Data provided:
────────
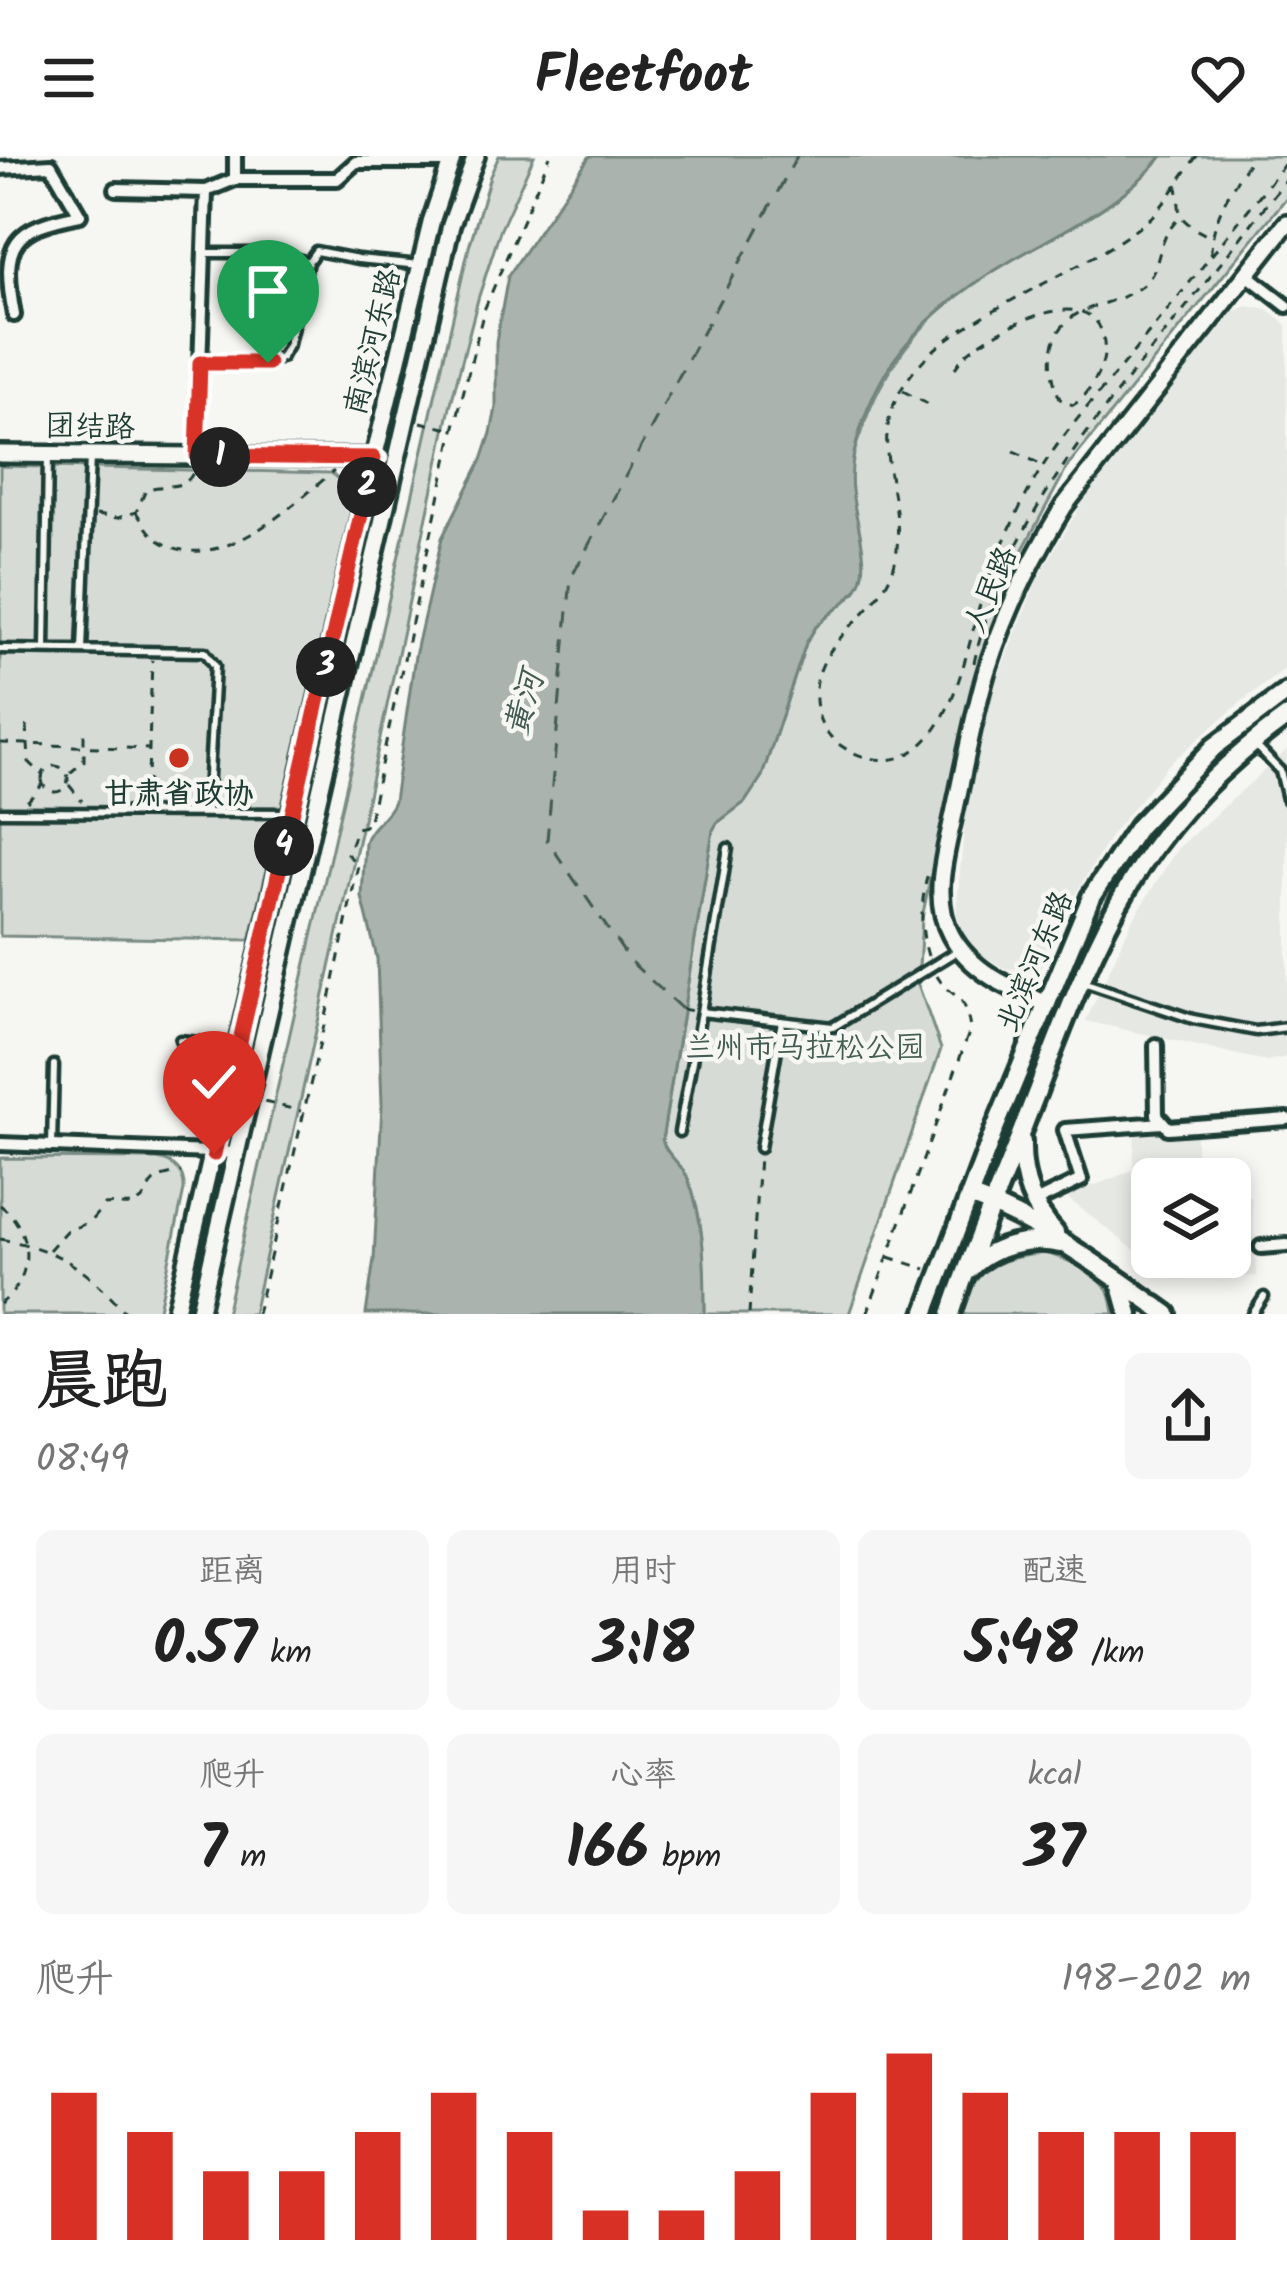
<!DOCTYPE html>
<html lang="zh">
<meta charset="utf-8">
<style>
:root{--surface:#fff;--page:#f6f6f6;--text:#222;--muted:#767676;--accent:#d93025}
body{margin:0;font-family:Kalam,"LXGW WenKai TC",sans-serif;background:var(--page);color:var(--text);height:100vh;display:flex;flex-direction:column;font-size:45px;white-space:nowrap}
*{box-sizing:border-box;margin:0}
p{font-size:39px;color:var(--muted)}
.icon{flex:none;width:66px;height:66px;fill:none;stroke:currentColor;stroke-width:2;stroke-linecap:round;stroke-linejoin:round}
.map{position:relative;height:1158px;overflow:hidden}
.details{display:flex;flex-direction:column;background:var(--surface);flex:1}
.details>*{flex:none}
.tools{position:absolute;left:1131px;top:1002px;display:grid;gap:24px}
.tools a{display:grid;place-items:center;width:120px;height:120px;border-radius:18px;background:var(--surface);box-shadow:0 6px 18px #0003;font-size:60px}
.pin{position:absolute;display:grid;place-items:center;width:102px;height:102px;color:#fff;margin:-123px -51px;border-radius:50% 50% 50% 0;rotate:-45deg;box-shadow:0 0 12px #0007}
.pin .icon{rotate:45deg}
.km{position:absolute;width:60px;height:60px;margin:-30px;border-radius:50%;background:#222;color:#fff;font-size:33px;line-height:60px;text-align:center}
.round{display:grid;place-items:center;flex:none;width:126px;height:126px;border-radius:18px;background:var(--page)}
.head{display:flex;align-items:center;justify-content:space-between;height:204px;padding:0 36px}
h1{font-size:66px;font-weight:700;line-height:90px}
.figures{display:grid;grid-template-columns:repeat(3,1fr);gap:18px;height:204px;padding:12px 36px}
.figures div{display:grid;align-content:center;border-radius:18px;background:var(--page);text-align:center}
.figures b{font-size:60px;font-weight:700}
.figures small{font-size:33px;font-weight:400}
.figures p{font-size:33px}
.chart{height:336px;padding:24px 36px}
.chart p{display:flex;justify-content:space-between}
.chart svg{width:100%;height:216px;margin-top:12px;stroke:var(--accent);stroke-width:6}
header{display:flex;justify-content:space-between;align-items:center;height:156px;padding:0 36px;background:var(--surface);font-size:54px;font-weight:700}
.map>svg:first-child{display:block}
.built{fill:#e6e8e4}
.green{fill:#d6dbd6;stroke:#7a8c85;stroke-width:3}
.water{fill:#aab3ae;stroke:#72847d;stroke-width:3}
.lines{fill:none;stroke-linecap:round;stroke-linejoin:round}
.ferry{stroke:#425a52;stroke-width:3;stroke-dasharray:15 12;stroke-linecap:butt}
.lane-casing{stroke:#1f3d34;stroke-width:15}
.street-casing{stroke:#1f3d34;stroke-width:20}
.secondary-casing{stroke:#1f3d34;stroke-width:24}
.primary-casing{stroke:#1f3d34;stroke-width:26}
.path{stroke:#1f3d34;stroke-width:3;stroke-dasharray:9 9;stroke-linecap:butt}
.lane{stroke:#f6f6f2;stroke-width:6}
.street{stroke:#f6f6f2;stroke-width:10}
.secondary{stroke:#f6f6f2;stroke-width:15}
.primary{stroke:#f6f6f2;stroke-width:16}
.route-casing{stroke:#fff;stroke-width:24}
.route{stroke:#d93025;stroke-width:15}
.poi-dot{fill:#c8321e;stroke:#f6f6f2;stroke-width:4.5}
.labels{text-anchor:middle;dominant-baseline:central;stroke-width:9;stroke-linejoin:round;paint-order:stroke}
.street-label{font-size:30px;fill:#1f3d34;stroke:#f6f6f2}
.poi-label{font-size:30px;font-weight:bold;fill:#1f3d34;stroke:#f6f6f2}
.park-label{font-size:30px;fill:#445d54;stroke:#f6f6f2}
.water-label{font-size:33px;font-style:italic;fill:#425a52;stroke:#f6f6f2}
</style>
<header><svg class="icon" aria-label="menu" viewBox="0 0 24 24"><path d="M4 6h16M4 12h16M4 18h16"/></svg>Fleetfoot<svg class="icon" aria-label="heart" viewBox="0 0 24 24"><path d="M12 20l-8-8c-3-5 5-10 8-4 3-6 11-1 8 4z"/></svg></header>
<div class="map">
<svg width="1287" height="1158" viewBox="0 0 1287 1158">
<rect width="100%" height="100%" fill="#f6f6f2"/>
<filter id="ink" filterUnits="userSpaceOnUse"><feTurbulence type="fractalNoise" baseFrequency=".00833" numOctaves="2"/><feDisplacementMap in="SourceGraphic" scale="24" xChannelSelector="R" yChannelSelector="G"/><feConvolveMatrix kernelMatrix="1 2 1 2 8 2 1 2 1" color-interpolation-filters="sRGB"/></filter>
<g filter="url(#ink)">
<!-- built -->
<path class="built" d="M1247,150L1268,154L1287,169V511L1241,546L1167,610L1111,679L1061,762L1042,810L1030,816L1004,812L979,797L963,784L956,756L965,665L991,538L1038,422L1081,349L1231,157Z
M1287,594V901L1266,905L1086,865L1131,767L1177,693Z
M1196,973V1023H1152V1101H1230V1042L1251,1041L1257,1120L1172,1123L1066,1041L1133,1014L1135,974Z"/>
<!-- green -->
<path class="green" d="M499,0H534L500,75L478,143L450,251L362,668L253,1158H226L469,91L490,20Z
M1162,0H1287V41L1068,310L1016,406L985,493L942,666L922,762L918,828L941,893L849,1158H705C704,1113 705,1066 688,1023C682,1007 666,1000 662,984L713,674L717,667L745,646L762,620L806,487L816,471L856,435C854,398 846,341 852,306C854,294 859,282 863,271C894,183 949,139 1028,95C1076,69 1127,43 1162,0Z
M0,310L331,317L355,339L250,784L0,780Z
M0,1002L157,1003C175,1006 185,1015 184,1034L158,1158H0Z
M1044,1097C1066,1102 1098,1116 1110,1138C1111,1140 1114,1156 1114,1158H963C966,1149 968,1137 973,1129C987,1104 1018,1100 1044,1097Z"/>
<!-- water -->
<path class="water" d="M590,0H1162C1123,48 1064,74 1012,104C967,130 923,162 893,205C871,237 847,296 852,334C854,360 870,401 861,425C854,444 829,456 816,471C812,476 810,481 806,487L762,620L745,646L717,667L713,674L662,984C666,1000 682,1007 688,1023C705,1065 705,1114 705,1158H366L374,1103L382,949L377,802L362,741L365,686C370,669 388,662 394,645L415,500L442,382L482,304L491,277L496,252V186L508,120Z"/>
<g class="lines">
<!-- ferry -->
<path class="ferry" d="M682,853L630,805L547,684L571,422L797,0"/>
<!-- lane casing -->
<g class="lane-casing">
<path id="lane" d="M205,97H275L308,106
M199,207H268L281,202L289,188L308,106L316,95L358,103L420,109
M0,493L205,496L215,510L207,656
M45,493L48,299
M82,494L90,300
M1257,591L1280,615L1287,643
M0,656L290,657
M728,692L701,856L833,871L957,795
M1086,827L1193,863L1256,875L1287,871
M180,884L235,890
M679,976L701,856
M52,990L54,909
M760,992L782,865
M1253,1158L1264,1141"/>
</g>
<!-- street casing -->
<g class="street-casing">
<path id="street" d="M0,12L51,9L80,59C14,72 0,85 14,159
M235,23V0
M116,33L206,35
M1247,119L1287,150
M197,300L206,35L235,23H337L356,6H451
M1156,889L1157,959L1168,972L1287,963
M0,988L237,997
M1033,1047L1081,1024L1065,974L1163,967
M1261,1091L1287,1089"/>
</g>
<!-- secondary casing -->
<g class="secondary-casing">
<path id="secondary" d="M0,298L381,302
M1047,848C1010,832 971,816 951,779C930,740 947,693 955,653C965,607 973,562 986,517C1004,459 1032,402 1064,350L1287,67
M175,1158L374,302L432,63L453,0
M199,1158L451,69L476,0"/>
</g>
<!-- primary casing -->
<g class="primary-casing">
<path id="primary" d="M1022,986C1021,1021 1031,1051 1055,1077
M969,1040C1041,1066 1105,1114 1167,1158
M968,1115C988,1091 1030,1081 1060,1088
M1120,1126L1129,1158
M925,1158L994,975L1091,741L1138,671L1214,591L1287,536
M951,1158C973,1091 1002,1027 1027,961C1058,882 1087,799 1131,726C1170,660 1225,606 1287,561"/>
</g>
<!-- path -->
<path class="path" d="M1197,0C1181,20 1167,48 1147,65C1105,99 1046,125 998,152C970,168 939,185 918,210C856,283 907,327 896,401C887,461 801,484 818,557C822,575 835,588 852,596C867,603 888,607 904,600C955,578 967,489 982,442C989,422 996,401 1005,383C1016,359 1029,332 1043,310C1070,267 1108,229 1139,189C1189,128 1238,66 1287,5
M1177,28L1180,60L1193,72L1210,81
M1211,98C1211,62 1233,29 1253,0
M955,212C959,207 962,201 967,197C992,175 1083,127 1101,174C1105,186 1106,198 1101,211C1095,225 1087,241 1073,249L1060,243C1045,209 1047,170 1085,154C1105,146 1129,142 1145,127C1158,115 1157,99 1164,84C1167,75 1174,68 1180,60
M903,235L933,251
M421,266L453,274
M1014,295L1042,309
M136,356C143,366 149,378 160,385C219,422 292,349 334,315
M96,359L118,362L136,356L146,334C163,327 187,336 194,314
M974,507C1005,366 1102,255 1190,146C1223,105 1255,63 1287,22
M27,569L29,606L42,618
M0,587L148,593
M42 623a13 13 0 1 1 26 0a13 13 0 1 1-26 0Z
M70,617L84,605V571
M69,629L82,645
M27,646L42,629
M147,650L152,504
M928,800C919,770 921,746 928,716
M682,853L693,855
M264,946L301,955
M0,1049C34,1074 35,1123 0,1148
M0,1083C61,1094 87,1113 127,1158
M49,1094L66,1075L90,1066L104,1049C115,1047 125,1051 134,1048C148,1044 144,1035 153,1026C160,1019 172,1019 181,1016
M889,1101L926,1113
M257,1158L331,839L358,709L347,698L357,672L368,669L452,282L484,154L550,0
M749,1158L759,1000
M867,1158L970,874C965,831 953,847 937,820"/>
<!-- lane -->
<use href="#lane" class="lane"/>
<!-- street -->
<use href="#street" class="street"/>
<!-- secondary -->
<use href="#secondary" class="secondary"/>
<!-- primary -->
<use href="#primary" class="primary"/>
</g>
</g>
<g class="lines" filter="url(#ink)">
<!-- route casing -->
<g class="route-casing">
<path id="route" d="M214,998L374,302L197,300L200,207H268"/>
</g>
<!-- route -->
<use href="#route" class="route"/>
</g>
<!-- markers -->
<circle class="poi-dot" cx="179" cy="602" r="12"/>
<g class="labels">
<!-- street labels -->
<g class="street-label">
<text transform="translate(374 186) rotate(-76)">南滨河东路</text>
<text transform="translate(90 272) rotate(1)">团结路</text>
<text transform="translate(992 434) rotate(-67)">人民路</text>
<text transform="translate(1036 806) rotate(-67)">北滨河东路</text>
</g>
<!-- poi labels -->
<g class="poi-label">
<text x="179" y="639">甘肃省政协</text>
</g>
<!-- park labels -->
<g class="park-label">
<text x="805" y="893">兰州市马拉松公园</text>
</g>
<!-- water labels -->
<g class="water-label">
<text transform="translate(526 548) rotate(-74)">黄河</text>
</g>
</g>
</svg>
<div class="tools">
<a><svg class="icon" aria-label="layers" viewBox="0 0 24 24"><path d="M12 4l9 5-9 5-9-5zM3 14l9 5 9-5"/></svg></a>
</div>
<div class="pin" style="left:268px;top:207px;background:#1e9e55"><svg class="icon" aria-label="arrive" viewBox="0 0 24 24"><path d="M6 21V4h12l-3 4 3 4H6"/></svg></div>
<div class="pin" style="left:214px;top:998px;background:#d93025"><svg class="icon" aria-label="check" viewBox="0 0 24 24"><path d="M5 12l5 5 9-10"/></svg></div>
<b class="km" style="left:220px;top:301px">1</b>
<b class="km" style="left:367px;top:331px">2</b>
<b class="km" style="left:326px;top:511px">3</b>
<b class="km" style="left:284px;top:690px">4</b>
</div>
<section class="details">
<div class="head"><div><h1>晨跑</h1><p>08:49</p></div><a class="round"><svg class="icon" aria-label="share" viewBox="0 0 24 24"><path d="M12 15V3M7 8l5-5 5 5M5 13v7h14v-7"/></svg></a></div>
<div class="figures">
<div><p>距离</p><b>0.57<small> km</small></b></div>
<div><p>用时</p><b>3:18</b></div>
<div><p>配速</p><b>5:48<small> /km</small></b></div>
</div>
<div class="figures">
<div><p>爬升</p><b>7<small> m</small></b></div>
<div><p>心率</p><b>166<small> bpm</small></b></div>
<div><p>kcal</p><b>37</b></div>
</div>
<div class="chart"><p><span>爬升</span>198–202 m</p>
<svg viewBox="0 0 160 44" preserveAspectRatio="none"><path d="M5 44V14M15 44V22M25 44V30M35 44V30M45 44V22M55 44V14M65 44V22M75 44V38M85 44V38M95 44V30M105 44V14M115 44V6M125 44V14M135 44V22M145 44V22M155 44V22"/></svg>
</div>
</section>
────────
What you have to do:
Lines in the data that include the word "position" should all be copied.

Solution for this exercise:
.map{position:relative;height:1158px;overflow:hidden}
.tools{position:absolute;left:1131px;top:1002px;display:grid;gap:24px}
.pin{position:absolute;display:grid;place-items:center;width:102px;height:102px;color:#fff;margin:-123px -51px;border-radius:50% 50% 50% 0;rotate:-45deg;box-shadow:0 0 12px #0007}
.km{position:absolute;width:60px;height:60px;margin:-30px;border-radius:50%;background:#222;color:#fff;font-size:33px;line-height:60px;text-align:center}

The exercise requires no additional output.